Homélie prononcée ce dimanche à la cathédrale de Pontoise.

Une parole a éclairé ma vocation, et a soutenu ma réponse à l’appel du Seigneur. Inscrite sur les images de mon ordination, elle est toujours inscrite au cœur de mon ministère.  Tirée du Cantique des Cantiques, c’est la parole de la bien-aimée à son bien-aimé: « J’ai trouvé celui que mon cœur aime, je l’ai saisi et ne le lâcherai point. » (Ct 3, 4)

« J’ai trouvé Celui que mon cœur aime ». Il s’agit du Christ, et de son Corps qui est l’Eglise. Au commencement, à l’origine de ma vocation, il y a cette passion du Christ et de l’Eglise qui rend présent le Christ sur terre. Cette Eglise, j’ai appris à la découvrir et à l’aimer pendant ma formation au séminaire, en tissant des amitiés avec des séminaristes et prêtres de tous les continents, des églises jeunes et anciennes, des églises dynamiques et aux nombreux défis aussi. Cette Eglise, j’ai continué de la découvrir et de l’aimer dans les premières missions reçues à Mantes-la-Jolie, puis à Sartrouville, des communautés « catholiques » au sens premier du terme, « universelles ». Le dimanche, je célébrai l’eucharistie avec le monde entier. Ces chrétiens issus de tous les continents, que j’ai eu l’honneur de servir, m’ont permis de sentir battre le cœur de l’Eglise universelle.

Originaire de Versailles, prêtre du diocèse de Versailles, je suis en même temps prêtre de l’Eglise Catholique. Enraciné dans une Eglise particulière, je suis en même temps lié à l’Eglise Universelle toute entière. Il n’y a pas de coupure possible entre les deux. Nous sommes profondément liés les uns aux autres, comme dans un corps, pour reprendre la formule de saint Paul. La tête ne peut pas dire au pied, je n’ai pas besoin de toi, les mains ne peuvent pas dire à l’œil, je n’ai pas besoin de toi, l’Eglise qui est à Versailles ne peut pas dire à l’Eglise qui est à San au Mali, je n’ai pas besoin de toi. Nous sommes liés, nous avons besoin les uns des autres. « J’ai trouvé Celui que mon cœur aime », le Christ et son Corps l’Eglise universelle. C’est là, dans cette parole de Dieu, que se situe ma vocation à aimer et servir le Christ et son Eglise universelle. C’est là que se trouve les raisons de mon départ pour l’Afrique et San au Mali en particulier. « L’amour du Christ me presse », dirait saint Paul.

Souvent, on me pose cette question.
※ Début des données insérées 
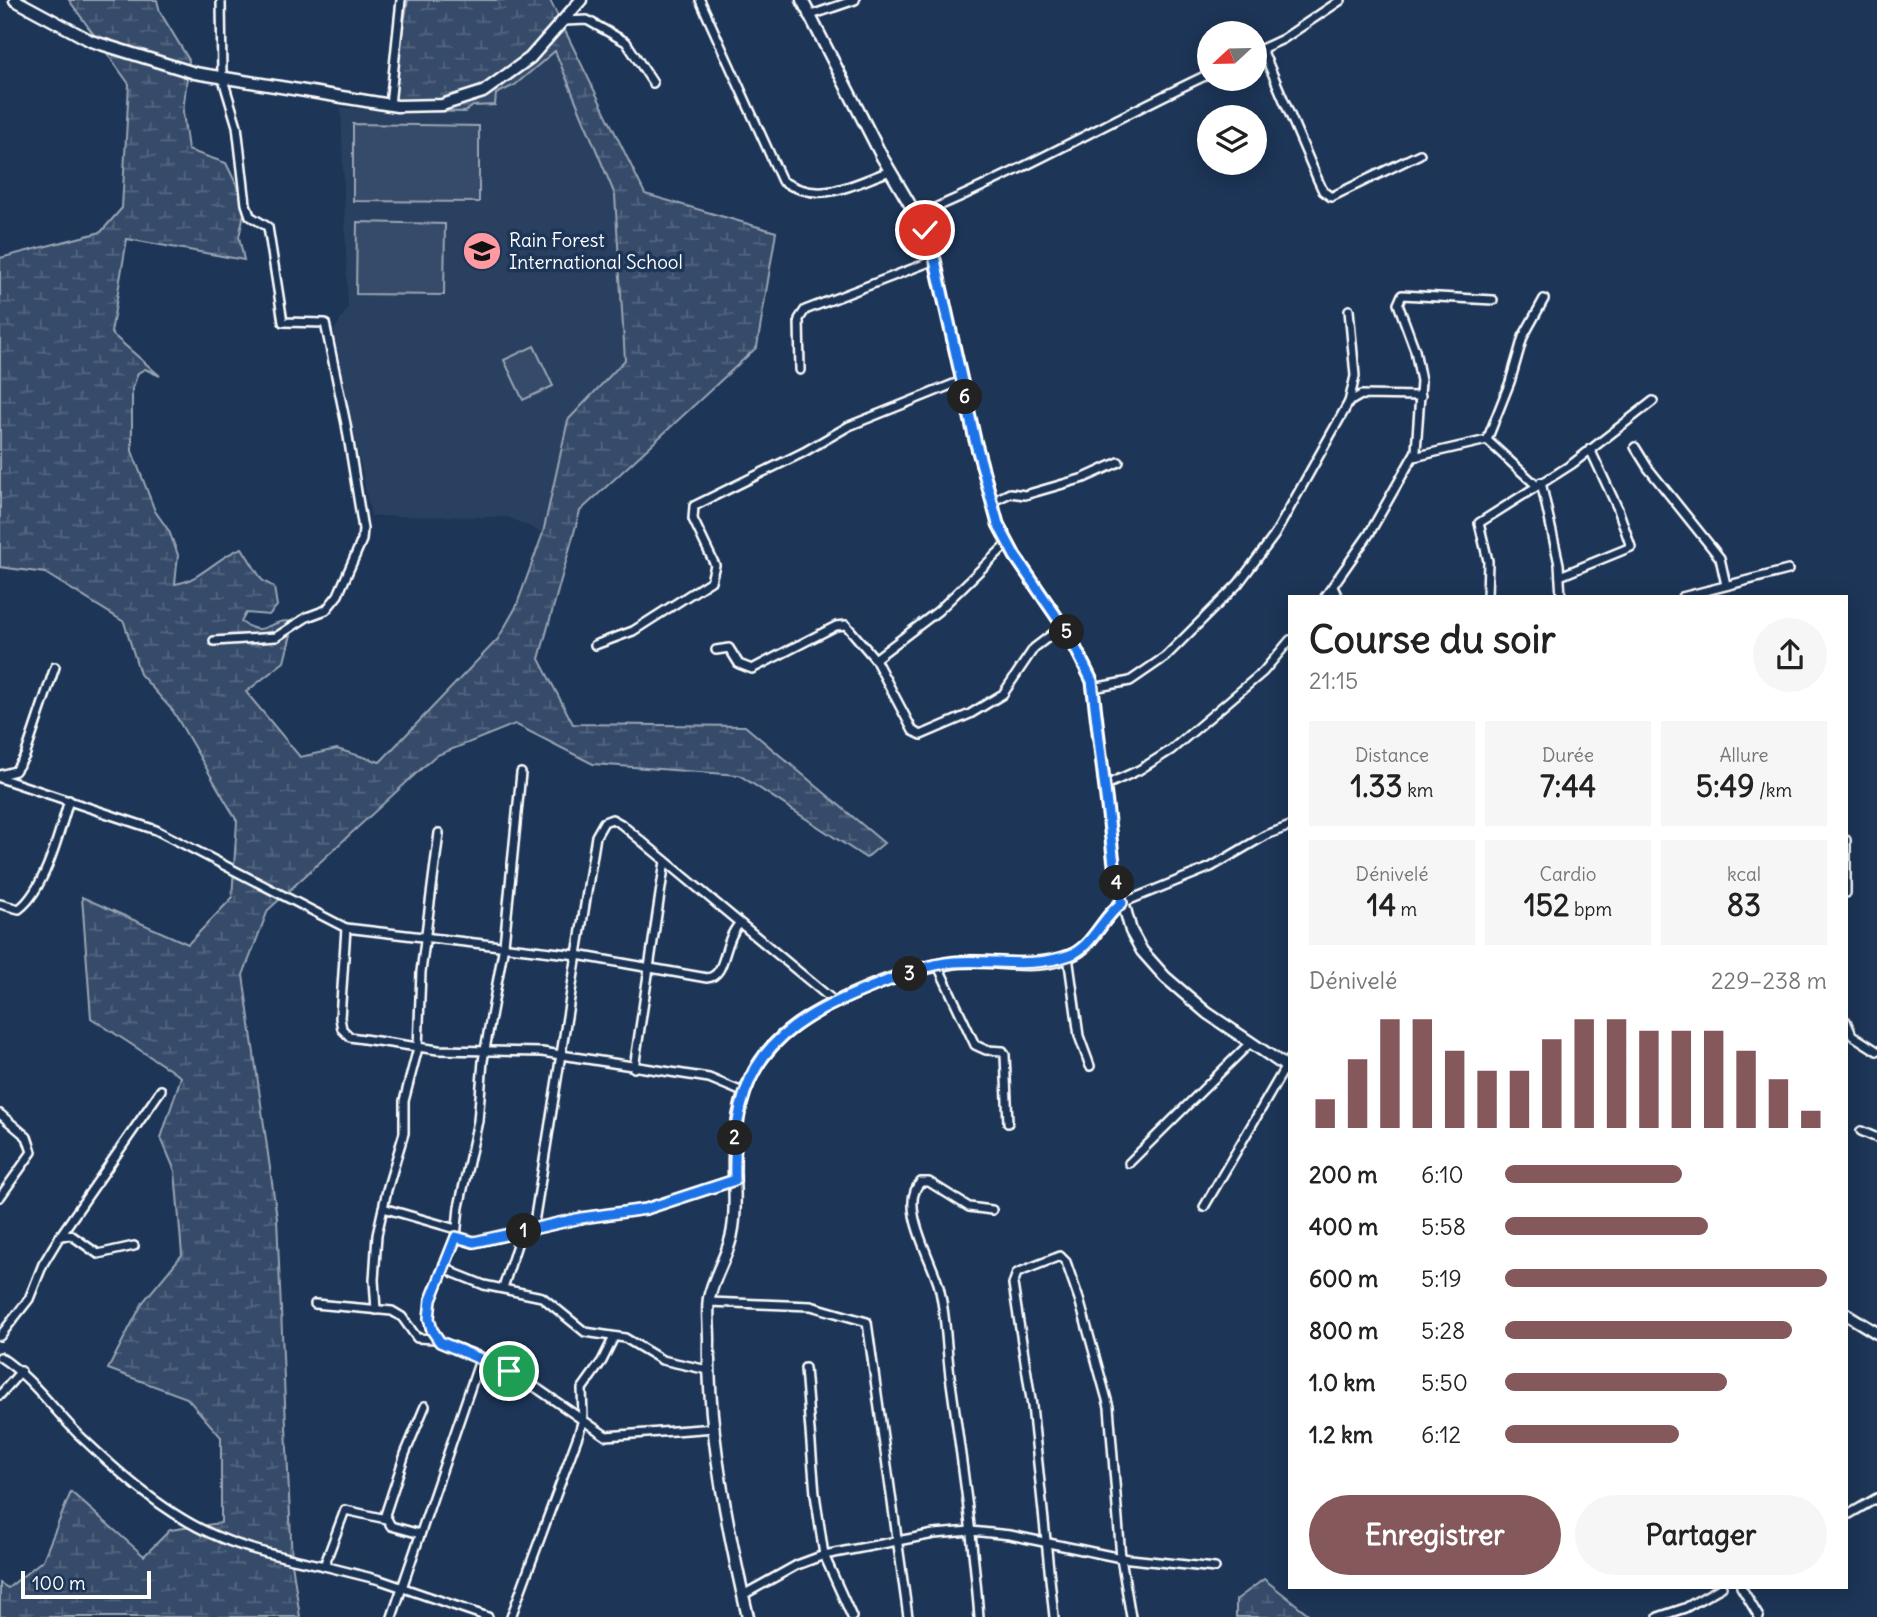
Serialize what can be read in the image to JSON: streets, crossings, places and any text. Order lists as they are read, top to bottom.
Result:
{
  "places": {
    "school or university": ["Rain Forest International School"]
  },
  "scale_bar": "100 m",
  "north": "left",
  "page": {
    "pins": [
      "6",
      "5",
      "4",
      "3",
      "2",
      "1"
    ],
    "heading": ["Course du soir", "21:15"],
    "stats": [
      ["Distance", "1.33 km"],
      ["Durée", "7:44"],
      ["Allure", "5:49 /km"],
      ["Dénivelé", "14 m"],
      ["Cardio", "152 bpm"],
      ["kcal", "83"]
    ],
    "chart": ["Dénivelé", "229–238 m"],
    "list": [
      {
        "name": "200 m",
        "note": "6:10"
      },
      {
        "name": "400 m",
        "note": "5:58"
      },
      {
        "name": "600 m",
        "note": "5:19"
      },
      {
        "name": "800 m",
        "note": "5:28"
      },
      {
        "name": "1.0 km",
        "note": "5:50"
      },
      {
        "name": "1.2 km",
        "note": "6:12"
      }
    ],
    "buttons": ["Enregistrer", "Partager"],
    "scale": "100 m"
  }
}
Mais pourquoi partir à San au Mali alors que nous manquons cruellement de prêtres en France ? Et d’ailleurs, on voit aujourd’hui beaucoup de prêtres africains en France s’investir dans les diocèses en France. Et pourtant, savez-vous qu’au Mali, pays qui est deux fois et demie plus grand que la France, il y a à peine 140 prêtres en grande majorité maliens. Le diocèse de San où je sers est plus grand qu’une région française, les paroisses sont plus grandes que des diocèses avec deux ou trois prêtres seulement. Pour visiter toutes les communautés chrétiennes, dispersées sur tout le territoire, cela leur demande beaucoup d’efforts sur des pistes difficilement praticables. Certaines communautés ne peuvent voir le prêtre qu’une fois tous les deux mois. Pris par la visite de toutes les communautés, et la formation et le soutien des catéchistes qui guident chaque communauté, les prêtres n’ont plus toujours l’occasion de réfléchir et même de développer une pastorale de la rencontre interreligieuse, dans un pays où pourtant 90 % de la population est musulmane, ou encore une pastorale des jeunes, dans un pays où 75% de la population a moins de 25 ans.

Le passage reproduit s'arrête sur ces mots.